▸ **Aim of the task**: Quote the lines below exactly, from the one that holds "<button>−</button>" through the final line of the records, and only those.
_ _ _ _ _
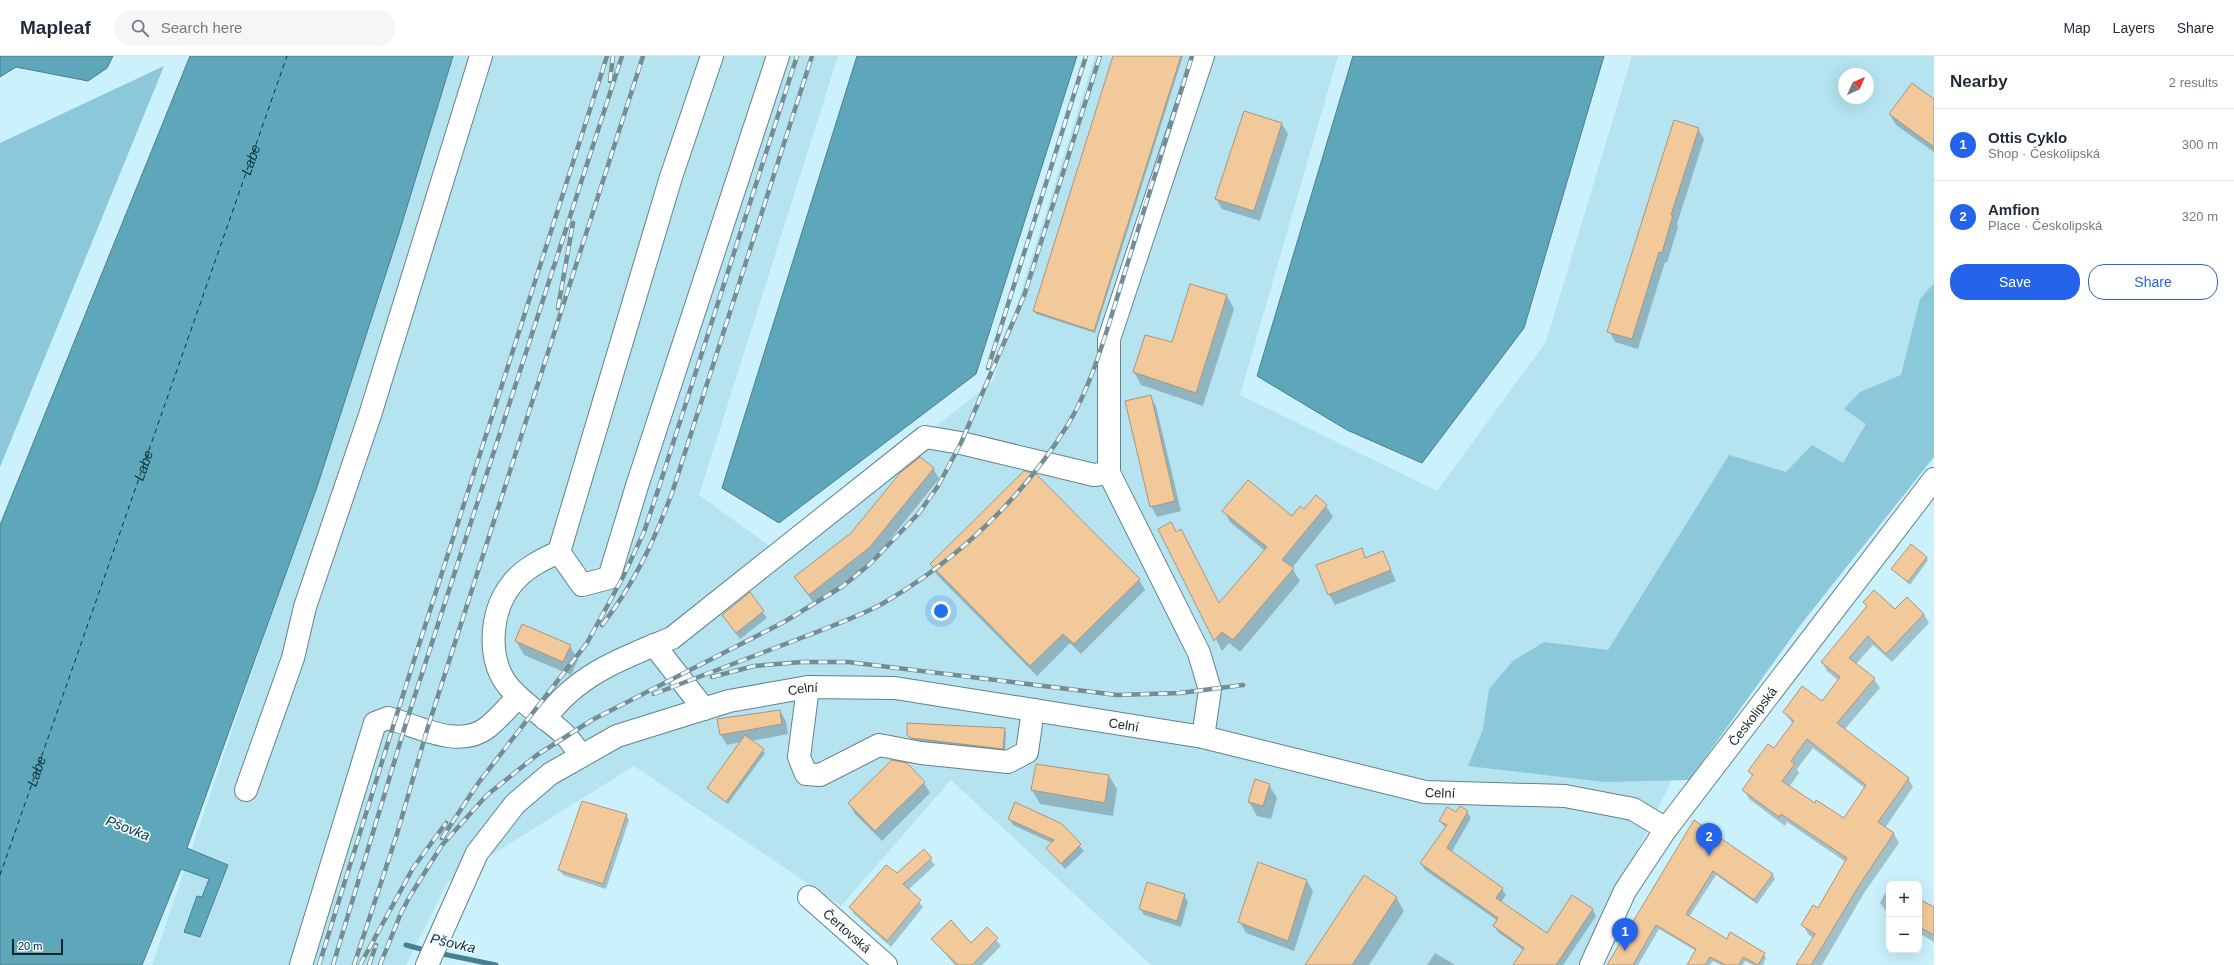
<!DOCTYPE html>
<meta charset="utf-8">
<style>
:root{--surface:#fff;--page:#f6f6f7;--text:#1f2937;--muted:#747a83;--line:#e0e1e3;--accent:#2563eb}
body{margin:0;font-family:Arial,sans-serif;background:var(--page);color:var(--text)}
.controls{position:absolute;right:12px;bottom:12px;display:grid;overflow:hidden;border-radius:8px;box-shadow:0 4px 16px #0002}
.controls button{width:36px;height:36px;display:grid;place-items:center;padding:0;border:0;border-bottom:1px solid var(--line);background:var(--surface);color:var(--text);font:20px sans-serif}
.compass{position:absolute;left:1838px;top:12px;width:36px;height:36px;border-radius:50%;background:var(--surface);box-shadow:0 4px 16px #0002;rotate:45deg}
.scale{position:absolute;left:12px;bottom:10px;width:51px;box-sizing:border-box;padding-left:4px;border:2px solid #152327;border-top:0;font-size:11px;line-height:14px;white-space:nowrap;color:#152327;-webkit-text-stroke:3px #ebf9fe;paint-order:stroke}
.you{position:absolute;left:941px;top:555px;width:14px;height:14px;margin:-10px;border:3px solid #fff;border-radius:50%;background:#1a73e8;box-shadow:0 0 0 6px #1a73e833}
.badge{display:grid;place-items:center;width:26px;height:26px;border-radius:50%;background:var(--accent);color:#fff;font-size:13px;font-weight:700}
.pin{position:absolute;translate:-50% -33px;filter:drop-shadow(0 1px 2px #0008)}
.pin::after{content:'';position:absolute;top:21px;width:14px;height:12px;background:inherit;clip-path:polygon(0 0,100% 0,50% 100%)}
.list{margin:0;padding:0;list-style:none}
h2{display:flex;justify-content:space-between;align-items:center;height:52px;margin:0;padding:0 16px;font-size:17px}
h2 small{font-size:13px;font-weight:400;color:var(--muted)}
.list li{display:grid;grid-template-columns:26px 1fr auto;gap:12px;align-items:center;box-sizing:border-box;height:72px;padding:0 16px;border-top:1px solid var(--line)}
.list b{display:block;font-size:15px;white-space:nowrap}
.list p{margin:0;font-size:13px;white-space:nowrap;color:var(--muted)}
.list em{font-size:13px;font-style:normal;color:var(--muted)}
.actions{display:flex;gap:8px;padding:12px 16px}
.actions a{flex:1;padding:9px 0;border:1px solid var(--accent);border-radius:16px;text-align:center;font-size:14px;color:var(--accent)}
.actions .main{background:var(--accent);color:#fff}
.icon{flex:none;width:22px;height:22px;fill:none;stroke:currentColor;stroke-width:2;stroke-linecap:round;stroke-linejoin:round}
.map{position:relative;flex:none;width:1934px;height:909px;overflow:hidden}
header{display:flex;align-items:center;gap:24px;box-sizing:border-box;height:56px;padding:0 20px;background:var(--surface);border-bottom:1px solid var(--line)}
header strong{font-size:19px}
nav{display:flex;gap:22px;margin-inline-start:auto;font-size:14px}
.search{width:280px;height:36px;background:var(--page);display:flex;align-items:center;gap:10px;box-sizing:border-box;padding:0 14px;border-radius:16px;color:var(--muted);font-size:15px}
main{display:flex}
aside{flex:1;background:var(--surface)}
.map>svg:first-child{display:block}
.built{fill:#b5e3f0;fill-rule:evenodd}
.green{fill:#8bc8da}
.water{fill:#5ea6ba;stroke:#487f8e}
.shadow{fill:#0003;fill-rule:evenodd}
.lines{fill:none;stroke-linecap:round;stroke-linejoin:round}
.stream{stroke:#487f8e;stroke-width:5}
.ferry{stroke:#0e313a;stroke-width:1;stroke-dasharray:5 4;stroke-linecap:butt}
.building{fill:#f2c99a;stroke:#aa957e;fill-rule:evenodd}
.minor-casing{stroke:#61838d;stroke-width:24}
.minor{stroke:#fff;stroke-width:22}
.rail-casing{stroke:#738d94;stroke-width:4.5}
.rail{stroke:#ebf9fe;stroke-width:3;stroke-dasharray:9;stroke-linecap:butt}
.labels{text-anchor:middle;stroke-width:3.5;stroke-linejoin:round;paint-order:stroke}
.street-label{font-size:13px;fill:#152327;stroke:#ebf9fe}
.water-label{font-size:14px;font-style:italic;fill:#0e313a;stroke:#ebf9fe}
</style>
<header>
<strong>Mapleaf</strong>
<div class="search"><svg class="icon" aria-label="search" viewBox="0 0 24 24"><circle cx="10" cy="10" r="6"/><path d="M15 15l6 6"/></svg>Search here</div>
<nav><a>Map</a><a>Layers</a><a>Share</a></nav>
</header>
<main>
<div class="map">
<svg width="1934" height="909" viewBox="0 0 1934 909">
<rect width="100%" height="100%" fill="#cbf1fc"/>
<path class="built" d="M451,0H838L699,439L778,496L993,325L1095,0H1338L1240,339L1437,435L1546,286L1632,0H1934V398L1678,711L1582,909H1151L951,724L841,850L634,710L447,827L406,909H152L350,329ZM1844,18H1868V42H1844Z"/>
<g class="green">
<path d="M164,10L0,411V87Z"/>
<path d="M1934,227V401L1802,567L1689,724L1604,726L1468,710L1483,673L1489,633L1513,605L1544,586L1608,594L1729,399L1786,416L1812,389L1843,407L1866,368L1844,353L1860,336L1901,319L1920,243Z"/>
</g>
<g class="water">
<path d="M0,0H113L107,12L88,25L16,11L0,21Z"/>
<path d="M190,0H453L399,177L317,431L187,792L228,809L200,881L184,876L197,840L202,841L209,823L181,813L142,909H0V469Z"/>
<path d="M857,0H1077L976,318L779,467L722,432Z"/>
<path d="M1353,0H1604L1524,272L1422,407L1347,374L1257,320Z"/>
</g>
<g class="shadow">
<path d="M1114,0H1183L1095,277L1036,258L1034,255Z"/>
<path d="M1934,44V96L1896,69L1890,59Z"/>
<path d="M1282,68L1288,78L1260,165L1222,153L1216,143Z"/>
<path d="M1698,73L1704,83L1677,168L1678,171L1667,207L1665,206L1638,293L1615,286L1609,275Z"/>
<path d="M1191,229L1227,240L1234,253L1203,350L1141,329L1134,316L1172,287Z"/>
<path d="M1150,340L1156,350L1181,455L1157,461L1151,450Z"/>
<path d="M933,412L939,423L875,502L815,549L795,521Z"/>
<path d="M1326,450L1333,461L1292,512L1300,525L1240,596L1229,587L1222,595L1160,474L1219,548L1265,495L1230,466L1224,455L1292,462L1304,455Z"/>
<path d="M1361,493L1366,502L1383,496L1396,525L1335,549L1329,538Z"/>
<path d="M1926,501L1928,504L1910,529L1892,513Z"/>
<path d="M931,508L1139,524L1145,534L1081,598L1070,587L1037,620L937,519Z"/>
<path d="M749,538L767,562L740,583L723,559Z"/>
<path d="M1864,546L1895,555L1924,558L1929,567L1892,606L1873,589L1856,608L1874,623L1880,632L1844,674L1908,722L1913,731L1885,772L1894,778L1899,787L1864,837L1822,909H1797L1813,882L1808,878L1803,869L1818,853L1846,806L1787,766L1785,770L1749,743L1744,734L1753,722L1749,715L1775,693L1793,668L1784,656L1822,646L1839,625L1827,615L1822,606L1867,551ZM1813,692L1865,732L1844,764L1789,731L1799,717L1797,713Z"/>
<path d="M516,585L570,590L578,604L571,619L524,599Z"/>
<path d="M780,655L786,665L788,678L751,685L765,697L728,748L708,732L741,686L727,689L721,679L718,663Z"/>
<path d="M1004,673L1006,676L1005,696L913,685L908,679Z"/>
<path d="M906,708L924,727L930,737L882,785L855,758L849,747Z"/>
<path d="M1109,720L1117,733L1113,760L1040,748L1032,734Z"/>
<path d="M1269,729L1277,742L1271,763L1257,760L1249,746Z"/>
<path d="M1467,756L1471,762L1451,797L1502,833L1506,839L1501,846L1547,878L1572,841L1593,854L1596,860L1563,909H1514L1523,894L1498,876L1494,870L1498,865L1425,814L1421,808L1446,772L1440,765L1456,757Z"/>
<path d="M626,759L629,764L606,833L563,819L559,814Z"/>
<path d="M1009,762L1061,769L1084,795L1065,813L1047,792L1052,787L1013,769Z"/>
<path d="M1695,765L1772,818L1775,823L1757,848L1716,819L1689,861L1727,884L1764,898L1766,902L1763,909H1753L1745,905L1743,909H1721L1713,905L1710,909H1688L1696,895L1659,873L1638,909H1609Z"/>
<path d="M923,794L935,809L908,834L923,851L891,891L854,858L850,851L897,818Z"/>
<path d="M1307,825L1313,835L1294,895L1246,877L1240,866Z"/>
<path d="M1889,830V859L1880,847Z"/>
<path d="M1184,839L1188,846L1181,871L1144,859L1140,852Z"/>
<path d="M1396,841L1404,855L1369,909H1307Z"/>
<path d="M1919,844L1934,853V886L1919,877Z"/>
<path d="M987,873L1001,890L982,909H955L933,884L971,888Z"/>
<path d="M1435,897L1455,909H1427Z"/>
</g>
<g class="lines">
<g class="stream">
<path d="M406,889L428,895"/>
<path d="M438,897L496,909"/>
</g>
<path class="ferry" id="s1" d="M0,819L287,0"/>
</g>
<g class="building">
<path d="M1113,0H1181L1094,275L1033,255Z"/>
<path d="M1912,27L1934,43V91L1889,58Z"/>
<path d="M1244,55L1282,67L1254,155L1215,143Z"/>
<path d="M1674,64L1699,72L1671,159H1673L1662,197L1659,196L1632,283L1607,276Z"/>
<path d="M1190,228L1227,239L1196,337L1133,316L1145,279L1172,286Z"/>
<path d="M1151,339L1175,445L1150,451L1125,345Z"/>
<path d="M920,401L934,412L870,491L809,539L794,521L851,477L900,417Z"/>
<path d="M1024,415L1036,418L1140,523L1074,588L1063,578L1030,610L930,508Z"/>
<path d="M1248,424L1292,460L1300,450L1304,453L1316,439L1327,449L1282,504L1294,512L1233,584L1222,576L1214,585L1158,473L1171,466L1176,476L1181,473L1219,547L1267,491L1222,455Z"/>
<path d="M1911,488L1927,501L1908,526L1891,513Z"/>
<path d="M1362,492L1365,502L1383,495L1391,514L1328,539L1316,509Z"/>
<path d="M1874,534L1895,553L1907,541L1924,558L1886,598L1868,580L1849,602L1875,622L1837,667L1909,722L1878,766L1894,777L1860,828L1811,909H1796L1815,878L1801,869L1813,849L1818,852L1847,802L1781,758L1779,761L1742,734L1753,719L1748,715L1768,688L1774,692L1794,665L1783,656L1802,630L1822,645L1840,621L1821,606L1867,550L1863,546ZM1807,683L1866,729L1844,762L1816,744L1815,747L1782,725L1795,708L1791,705Z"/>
<path d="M750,536L764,555L736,577L722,559Z"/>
<path d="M522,568L571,589L563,606L515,585Z"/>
<path d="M780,654L782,668L720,679L717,663Z"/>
<path d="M907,667L1005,672L1003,693L911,682L907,679Z"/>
<path d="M745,679L764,693L726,746L707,732Z"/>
<path d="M892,704L907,707L925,726L875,775L848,747Z"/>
<path d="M1036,708L1109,719L1105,747L1031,734Z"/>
<path d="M1255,723L1270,728L1263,750L1248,746Z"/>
<path d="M582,745L627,758L603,828L558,814Z"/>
<path d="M1015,746L1062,768L1081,788L1061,808L1046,792L1054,784L1008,763Z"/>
<path d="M1460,750L1468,755L1447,792L1503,832L1496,842L1547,877L1572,839L1593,853L1556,909H1513L1524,892L1493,870L1498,862L1420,807L1447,769L1439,765L1447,751L1456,756Z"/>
<path d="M1694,764L1773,818L1754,844L1713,815L1686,858L1727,883L1730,876L1765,897L1758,909L1743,901L1739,909H1726L1710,901L1705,909H1687L1696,893L1656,869L1633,909H1607Z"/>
<path d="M924,793L932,802L903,828L921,844L887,885L849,851L886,809L897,817Z"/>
<path d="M1258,806L1307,824L1288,885L1238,866Z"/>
<path d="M1364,819L1397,841L1352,909H1305Z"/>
<path d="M1147,826L1185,838L1177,865L1139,853Z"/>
<path d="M1919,843L1934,851V879L1919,871Z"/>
<path d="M951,864L971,887L987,871L998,882L972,909H958L931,883Z"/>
</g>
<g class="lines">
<g class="minor-casing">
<g id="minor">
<path d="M559,496L582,529L609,522L637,430L778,0"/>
<path d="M654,589L704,653"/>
<path d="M808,631L799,701L806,718L820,719L879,689L921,697L1008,706L1027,696L1033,654"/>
<path d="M545,663C577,618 623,602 672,582L925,381L961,387L1094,419L1109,417"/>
<path d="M1203,681L1210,634L1199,597L1109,417V283L1203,0"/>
<path d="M581,699C576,693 571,685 566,680C548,662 526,651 510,632C486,605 490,556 511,529C523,513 541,504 559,496L671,121L712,0"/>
<path d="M246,734L293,602L305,551L370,359L481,0"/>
<path id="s2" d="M809,841L886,909"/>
<path d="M301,909L375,667L388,662C418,670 459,694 488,671C499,662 508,651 518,641"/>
<path id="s3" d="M427,909L477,797L515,748L550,718L617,680L729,645L808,631L895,632L1203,681L1425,736L1565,740L1633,753L1666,773"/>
<path id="s4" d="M1591,909L1625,835L1666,773L1934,423"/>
</g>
</g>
<use href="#minor" class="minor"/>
<g class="rail-casing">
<g id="rail">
<path d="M610,25L613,0"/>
<path d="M558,252L573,167"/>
<path d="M988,312L1086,0"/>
<path d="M602,569C635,527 655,483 673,434L812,0"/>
<path d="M712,621L754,610L802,606H848L1117,639L1180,637L1243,629"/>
<path d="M654,638C703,619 752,601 801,582C827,572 855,562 880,549C954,507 1022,443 1067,370C1093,328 1109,267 1124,219C1146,146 1169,73 1192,0"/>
<path d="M442,782L479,726L587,587L623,521L644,476L660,428L797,0"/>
<path d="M319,909L395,664L607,0"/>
<path d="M333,909L406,667L622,0"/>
<path d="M354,909L397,778L427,674L643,0"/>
<path d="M360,909L413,812L446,767"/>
<path d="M369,909L376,889"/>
<path d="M380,909L401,857L410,840L442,789L487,739L537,699L592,664L784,566L843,530L870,508L919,457L938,430L961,387L1024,240L1100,0"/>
</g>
</g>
<use href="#rail" class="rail"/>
</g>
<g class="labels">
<g class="street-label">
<text dy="5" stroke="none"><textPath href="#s3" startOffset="500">Celní</textPath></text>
<text dy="5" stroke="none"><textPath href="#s4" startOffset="298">Českolipská</textPath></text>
<text dy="5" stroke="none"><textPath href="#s3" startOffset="824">Celní</textPath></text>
<text dy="5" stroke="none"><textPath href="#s3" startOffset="1148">Celní</textPath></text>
<text dy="5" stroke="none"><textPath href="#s2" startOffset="51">Čertovská</textPath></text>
</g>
<g class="water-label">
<text dy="5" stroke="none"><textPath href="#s1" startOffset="758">Labe</textPath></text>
<text dy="5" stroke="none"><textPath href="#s1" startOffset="434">Labe</textPath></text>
<text dy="5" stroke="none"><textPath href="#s1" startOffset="110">Labe</textPath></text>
<text transform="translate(128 772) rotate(21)" y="5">Pšovka</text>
<text transform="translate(453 887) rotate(13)" y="5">Pšovka</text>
</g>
</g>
</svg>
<div class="controls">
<button>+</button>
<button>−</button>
</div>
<svg class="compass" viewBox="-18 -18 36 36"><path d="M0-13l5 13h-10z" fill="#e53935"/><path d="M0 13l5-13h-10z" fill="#747a83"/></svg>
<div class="scale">20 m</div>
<div class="you"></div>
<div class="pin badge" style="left:1625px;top:895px">1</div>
<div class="pin badge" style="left:1709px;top:800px">2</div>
</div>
<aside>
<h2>Nearby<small>2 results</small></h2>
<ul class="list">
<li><span class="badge">1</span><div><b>Ottis Cyklo</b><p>Shop · Českolipská</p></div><em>300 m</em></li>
<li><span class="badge">2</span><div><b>Amfion</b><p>Place · Českolipská</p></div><em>320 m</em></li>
</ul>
<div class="actions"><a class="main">Save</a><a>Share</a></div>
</aside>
</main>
_ _ _ _ _
▸ **Your response**:
<button>−</button>
</div>
<svg class="compass" viewBox="-18 -18 36 36"><path d="M0-13l5 13h-10z" fill="#e53935"/><path d="M0 13l5-13h-10z" fill="#747a83"/></svg>
<div class="scale">20 m</div>
<div class="you"></div>
<div class="pin badge" style="left:1625px;top:895px">1</div>
<div class="pin badge" style="left:1709px;top:800px">2</div>
</div>
<aside>
<h2>Nearby<small>2 results</small></h2>
<ul class="list">
<li><span class="badge">1</span><div><b>Ottis Cyklo</b><p>Shop · Českolipská</p></div><em>300 m</em></li>
<li><span class="badge">2</span><div><b>Amfion</b><p>Place · Českolipská</p></div><em>320 m</em></li>
</ul>
<div class="actions"><a class="main">Save</a><a>Share</a></div>
</aside>
</main>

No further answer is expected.